__Task input__.
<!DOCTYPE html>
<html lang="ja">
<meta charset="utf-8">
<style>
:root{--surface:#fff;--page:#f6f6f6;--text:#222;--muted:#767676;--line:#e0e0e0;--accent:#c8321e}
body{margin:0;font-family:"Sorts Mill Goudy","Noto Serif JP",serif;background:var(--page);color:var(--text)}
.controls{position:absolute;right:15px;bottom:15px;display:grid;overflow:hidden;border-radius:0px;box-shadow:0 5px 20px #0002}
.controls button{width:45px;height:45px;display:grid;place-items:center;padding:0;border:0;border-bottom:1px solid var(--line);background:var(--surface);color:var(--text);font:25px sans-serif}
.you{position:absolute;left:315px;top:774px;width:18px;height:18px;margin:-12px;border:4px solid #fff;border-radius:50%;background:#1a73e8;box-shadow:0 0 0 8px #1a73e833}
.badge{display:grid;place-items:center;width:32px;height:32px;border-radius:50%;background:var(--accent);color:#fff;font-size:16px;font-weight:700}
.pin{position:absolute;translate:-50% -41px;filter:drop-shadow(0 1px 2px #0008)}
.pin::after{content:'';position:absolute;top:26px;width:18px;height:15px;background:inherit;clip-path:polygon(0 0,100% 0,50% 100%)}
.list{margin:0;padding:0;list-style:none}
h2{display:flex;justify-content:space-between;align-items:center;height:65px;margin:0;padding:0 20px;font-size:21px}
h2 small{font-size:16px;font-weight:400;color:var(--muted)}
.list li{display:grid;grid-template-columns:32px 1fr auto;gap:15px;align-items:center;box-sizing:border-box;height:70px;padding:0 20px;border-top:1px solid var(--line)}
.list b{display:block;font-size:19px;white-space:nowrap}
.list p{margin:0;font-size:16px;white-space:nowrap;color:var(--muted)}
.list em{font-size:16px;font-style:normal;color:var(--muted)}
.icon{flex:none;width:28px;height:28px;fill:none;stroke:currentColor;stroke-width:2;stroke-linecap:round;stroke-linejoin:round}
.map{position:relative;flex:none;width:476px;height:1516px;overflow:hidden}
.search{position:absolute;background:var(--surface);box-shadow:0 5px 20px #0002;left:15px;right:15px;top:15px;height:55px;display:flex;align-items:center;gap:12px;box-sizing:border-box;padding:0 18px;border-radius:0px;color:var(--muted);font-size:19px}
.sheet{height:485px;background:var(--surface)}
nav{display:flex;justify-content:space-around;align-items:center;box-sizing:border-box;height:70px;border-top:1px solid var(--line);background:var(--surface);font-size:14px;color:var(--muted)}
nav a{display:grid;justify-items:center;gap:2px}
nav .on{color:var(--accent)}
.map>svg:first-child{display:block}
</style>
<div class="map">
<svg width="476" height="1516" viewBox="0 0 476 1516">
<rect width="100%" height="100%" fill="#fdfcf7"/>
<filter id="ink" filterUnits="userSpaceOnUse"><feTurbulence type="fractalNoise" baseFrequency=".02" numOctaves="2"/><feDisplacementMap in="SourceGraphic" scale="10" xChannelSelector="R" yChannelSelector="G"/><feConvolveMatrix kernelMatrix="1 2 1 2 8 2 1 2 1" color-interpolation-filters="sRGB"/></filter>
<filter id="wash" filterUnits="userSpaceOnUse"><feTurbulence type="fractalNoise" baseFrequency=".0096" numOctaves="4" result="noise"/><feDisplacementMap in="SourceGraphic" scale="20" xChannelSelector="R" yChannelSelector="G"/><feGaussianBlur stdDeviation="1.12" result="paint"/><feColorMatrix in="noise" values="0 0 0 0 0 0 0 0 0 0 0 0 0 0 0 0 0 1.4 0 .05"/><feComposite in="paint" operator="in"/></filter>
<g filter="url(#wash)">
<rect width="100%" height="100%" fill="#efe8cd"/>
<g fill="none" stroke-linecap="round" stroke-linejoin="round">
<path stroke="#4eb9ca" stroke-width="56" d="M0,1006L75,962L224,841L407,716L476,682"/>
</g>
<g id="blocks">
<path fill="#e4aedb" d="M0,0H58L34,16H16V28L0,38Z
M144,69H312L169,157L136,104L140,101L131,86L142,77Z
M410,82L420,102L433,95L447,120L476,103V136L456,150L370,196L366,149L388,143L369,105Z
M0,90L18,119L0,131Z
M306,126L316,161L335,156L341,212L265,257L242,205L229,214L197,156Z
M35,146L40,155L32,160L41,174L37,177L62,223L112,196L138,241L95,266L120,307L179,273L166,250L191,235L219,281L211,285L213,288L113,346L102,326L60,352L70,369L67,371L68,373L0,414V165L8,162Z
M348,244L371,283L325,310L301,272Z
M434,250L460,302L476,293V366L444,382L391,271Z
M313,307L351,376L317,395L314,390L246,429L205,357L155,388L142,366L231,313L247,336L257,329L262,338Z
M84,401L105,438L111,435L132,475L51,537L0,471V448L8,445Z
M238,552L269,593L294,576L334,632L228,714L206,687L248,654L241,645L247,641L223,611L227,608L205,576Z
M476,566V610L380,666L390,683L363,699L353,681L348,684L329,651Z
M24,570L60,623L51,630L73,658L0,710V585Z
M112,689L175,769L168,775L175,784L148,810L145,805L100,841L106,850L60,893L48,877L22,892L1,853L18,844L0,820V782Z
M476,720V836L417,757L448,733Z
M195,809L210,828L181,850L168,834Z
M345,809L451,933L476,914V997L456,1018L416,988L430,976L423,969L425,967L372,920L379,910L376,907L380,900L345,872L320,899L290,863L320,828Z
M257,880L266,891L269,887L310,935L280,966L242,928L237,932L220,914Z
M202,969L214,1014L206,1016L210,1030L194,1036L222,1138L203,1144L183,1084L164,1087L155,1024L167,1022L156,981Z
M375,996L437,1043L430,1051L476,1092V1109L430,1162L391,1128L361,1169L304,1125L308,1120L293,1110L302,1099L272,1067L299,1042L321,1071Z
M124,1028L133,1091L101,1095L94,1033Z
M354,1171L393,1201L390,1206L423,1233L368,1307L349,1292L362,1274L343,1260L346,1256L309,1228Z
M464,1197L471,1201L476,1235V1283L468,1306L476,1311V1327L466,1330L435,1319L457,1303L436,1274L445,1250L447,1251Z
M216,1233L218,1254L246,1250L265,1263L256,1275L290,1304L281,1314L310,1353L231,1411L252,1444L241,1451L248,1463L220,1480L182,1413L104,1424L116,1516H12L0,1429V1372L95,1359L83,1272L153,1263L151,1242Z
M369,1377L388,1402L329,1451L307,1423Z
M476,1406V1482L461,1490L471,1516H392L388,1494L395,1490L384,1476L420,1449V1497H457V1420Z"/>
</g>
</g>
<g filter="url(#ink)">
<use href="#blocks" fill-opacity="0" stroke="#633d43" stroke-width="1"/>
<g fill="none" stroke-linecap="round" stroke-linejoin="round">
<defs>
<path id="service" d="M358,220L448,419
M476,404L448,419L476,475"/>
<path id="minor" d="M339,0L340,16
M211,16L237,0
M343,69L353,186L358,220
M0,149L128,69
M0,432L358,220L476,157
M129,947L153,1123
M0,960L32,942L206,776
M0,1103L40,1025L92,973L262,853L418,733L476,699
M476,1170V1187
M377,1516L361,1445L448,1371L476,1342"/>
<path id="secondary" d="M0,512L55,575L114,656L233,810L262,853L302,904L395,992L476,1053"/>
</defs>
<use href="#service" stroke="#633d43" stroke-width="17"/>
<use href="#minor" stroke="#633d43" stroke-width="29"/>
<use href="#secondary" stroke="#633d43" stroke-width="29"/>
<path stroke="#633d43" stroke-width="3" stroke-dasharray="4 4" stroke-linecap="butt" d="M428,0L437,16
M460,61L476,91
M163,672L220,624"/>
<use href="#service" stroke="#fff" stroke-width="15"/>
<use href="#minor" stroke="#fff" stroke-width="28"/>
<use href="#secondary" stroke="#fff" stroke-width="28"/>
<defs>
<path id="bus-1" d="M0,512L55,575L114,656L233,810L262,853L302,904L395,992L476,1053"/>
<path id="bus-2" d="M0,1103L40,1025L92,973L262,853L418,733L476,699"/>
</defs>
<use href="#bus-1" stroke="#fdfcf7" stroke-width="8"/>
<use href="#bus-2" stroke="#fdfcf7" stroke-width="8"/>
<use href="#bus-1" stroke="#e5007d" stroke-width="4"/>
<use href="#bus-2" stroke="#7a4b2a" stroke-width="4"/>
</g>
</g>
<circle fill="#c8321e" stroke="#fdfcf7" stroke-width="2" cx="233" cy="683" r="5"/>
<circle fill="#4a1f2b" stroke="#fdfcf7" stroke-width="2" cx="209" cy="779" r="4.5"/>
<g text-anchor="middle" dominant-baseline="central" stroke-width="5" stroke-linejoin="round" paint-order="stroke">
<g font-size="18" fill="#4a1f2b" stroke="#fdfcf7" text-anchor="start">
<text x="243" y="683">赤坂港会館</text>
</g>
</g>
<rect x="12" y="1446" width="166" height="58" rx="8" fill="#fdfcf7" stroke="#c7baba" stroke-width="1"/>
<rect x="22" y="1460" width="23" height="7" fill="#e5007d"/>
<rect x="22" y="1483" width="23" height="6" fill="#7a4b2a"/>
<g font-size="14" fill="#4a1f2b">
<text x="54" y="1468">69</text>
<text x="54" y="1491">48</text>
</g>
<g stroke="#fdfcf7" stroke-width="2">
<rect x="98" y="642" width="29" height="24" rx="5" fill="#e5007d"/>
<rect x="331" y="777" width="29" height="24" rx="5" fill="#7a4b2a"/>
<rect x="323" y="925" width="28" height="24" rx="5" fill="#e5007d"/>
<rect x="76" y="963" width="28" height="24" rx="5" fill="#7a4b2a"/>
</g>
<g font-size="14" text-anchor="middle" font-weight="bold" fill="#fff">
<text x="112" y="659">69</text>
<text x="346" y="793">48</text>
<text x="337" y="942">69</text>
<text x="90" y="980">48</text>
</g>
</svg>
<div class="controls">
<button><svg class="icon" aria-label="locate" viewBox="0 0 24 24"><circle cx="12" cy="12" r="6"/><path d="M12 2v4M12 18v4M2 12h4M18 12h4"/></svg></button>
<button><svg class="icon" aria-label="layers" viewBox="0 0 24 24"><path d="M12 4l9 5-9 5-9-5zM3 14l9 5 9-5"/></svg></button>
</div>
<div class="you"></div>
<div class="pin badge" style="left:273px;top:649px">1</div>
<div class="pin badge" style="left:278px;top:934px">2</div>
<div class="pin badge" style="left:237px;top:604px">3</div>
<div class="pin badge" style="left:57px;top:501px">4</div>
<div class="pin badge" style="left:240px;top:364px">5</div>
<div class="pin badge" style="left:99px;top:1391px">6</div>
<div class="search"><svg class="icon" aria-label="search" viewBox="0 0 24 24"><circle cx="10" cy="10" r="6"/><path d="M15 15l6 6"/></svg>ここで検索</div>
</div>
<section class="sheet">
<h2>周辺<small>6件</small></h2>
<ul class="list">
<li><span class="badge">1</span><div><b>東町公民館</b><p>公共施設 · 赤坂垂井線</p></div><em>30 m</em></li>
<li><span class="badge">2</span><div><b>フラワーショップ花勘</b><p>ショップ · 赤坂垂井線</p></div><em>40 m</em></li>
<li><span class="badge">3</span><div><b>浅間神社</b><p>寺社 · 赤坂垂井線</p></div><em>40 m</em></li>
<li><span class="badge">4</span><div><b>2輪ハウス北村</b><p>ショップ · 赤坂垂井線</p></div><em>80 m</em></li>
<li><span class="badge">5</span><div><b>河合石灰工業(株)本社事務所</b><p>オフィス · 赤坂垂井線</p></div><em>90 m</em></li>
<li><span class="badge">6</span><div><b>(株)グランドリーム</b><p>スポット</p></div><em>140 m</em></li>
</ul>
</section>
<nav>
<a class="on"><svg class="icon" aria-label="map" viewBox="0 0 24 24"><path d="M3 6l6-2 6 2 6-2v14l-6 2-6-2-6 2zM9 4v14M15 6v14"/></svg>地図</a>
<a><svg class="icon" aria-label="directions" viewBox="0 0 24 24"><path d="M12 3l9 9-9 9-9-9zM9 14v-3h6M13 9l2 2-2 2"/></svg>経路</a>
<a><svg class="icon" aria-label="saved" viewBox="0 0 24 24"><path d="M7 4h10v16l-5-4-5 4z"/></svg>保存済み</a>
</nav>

__Aim of the task__. What lines in the data above contain the word "list"? Show them all.

__Output below__.
.list{margin:0;padding:0;list-style:none}
.list li{display:grid;grid-template-columns:32px 1fr auto;gap:15px;align-items:center;box-sizing:border-box;height:70px;padding:0 20px;border-top:1px solid var(--line)}
.list b{display:block;font-size:19px;white-space:nowrap}
.list p{margin:0;font-size:16px;white-space:nowrap;color:var(--muted)}
.list em{font-size:16px;font-style:normal;color:var(--muted)}
<ul class="list">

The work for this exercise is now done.